▶ **ASSIGNMENT**:
Could you copy each line of the entries that contains "Dump"?
━━━━━ MATERIAL FOR THIS TASK ━━━━━
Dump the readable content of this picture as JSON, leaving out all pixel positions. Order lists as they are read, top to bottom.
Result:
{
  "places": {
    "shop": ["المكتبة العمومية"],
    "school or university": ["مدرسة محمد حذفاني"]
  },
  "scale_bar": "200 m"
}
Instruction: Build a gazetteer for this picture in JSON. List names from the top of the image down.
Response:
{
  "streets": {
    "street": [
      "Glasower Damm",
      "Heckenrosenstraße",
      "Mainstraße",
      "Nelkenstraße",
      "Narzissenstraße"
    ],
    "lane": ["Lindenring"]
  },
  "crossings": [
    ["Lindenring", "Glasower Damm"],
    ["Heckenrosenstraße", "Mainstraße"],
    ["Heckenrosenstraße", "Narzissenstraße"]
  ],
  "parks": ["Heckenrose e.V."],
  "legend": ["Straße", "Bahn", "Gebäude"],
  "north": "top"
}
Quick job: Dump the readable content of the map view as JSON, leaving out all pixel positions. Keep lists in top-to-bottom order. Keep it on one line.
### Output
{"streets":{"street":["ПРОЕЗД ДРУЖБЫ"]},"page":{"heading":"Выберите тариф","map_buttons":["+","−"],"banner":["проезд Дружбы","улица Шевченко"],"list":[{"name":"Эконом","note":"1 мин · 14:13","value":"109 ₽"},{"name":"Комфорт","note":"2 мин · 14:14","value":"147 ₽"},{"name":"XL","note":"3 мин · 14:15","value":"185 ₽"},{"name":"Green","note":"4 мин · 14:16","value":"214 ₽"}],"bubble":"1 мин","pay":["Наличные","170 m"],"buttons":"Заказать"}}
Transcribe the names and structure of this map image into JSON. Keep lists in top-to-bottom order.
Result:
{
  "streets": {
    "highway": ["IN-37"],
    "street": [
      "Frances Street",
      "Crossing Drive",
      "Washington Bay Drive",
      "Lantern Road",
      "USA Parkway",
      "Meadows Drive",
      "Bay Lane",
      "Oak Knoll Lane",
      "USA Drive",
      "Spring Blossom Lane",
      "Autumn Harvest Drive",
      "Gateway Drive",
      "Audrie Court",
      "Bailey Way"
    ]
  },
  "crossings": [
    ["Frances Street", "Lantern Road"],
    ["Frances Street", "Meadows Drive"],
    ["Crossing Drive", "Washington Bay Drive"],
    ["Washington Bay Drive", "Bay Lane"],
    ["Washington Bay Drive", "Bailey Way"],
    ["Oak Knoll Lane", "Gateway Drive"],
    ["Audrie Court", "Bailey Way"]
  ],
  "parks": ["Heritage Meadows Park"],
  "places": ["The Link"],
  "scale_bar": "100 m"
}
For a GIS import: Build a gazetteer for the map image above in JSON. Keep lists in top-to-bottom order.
━━━━━
▶ **EXPECTED OUTPUT**:
Dump the readable content of this picture as JSON, leaving out all pixel positions. Order lists as they are read, top to bottom.
Quick job: Dump the readable content of the map view as JSON, leaving out all pixel positions. Keep lists in top-to-bottom order. Keep it on one line.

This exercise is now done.